“Allow me to reintroduce myself,” Robbie Williams says after his second song of the night. “I’m Robbie fucking Williams, and this evening, courtesy of Apple Music, your ass is mine!” It’s a moment of typical Robbie bravado, but one he more than earns over the next 90 minutes with a relentlessly entertaining greatest hits set. As he tells us later on, with typical Robbie cheekiness, London’s Roundhouse is a tiny venue compared to the stadiums he normally plays, but this doesn’t mean he scales down his showmanship. During ‘Rock DJ’ he briefly unzips his trousers to reveal that he’s wearing the infamous tiger pants from the song’s iconic video; a few tunes later, before he performs that fun, punky cover of ‘Back For Good’ he’s been doing for years, he deadpans: “Ladies and gentlemen, Take That! Oh… they’re not here.” And when Robbie asks the crowd if they fancy joining him for a bit of karaoke, he obliges them by covering Frank Sinatra’s ‘My Way’ in full, an extra-cheesy move he somehow pulls off.
Yet his set has emotional moments, too. He brings out his dad Pete to sing ‘Better Man’ with him, and dedicates penultimate song ‘Angels’ to his late manager, David Enthoven, who died of cancer in August. Enthoven “saved my life several times”, Robbie tells us emotionally. “I wouldn’t be stood here if it wasn’t for him.” He also debuts a couple of new songs from his upcoming album ‘Heavy Entertainment’, which was announced, with typical Robbie fanfare, in an X Factor ad break shortly before tonight’s gig.
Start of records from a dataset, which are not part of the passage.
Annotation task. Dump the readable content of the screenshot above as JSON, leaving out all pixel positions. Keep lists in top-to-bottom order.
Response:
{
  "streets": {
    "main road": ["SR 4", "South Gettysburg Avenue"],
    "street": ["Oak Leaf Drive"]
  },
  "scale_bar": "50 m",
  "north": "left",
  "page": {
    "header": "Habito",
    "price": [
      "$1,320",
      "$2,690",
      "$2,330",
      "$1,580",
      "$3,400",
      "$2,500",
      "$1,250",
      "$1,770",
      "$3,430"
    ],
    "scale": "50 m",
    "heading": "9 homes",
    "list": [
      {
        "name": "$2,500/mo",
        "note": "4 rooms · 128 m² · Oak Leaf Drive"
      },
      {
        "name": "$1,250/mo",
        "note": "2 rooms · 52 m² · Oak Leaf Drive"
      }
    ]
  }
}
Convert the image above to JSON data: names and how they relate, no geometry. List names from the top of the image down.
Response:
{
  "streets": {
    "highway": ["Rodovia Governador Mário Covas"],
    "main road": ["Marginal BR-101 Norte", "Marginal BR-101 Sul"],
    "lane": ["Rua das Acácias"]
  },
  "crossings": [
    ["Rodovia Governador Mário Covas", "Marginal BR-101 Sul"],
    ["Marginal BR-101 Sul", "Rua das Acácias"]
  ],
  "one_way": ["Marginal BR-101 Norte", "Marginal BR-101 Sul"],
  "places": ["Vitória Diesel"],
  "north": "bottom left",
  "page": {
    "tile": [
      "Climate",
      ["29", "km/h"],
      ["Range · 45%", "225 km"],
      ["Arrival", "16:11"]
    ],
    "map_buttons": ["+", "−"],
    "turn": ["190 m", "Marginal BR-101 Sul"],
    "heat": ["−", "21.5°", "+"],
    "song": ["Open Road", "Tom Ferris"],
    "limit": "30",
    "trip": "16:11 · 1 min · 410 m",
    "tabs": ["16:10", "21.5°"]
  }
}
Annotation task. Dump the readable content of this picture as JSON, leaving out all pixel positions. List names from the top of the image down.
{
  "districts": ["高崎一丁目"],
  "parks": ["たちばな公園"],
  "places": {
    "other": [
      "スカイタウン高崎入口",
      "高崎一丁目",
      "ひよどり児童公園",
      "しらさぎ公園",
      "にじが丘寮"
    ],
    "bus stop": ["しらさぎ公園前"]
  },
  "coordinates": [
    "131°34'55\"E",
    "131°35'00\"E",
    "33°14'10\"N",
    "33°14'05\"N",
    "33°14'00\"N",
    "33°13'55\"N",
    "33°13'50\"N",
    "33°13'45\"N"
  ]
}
When Robbie says a super-catchy new tune called ‘Motherfucker’ was written for his one-year-old son, Charlie, it’s hard not to think, “Who else would do something like that?”
But tonight’s gig isn’t just a reminder of how many Robbie Williams songs several generations of Brits grew up or got older with: the crowd knows every word to classic Robbie bangers like ‘Millennium’, ‘Strong’, ‘Old Before I Die’, ‘Feel’ and ‘Let Me Entertain You’. It’s also conclusive proof that’s there’s no other pop star quite like funny, ego-fuelled, eternally crowd-pleasing Robbie Williams.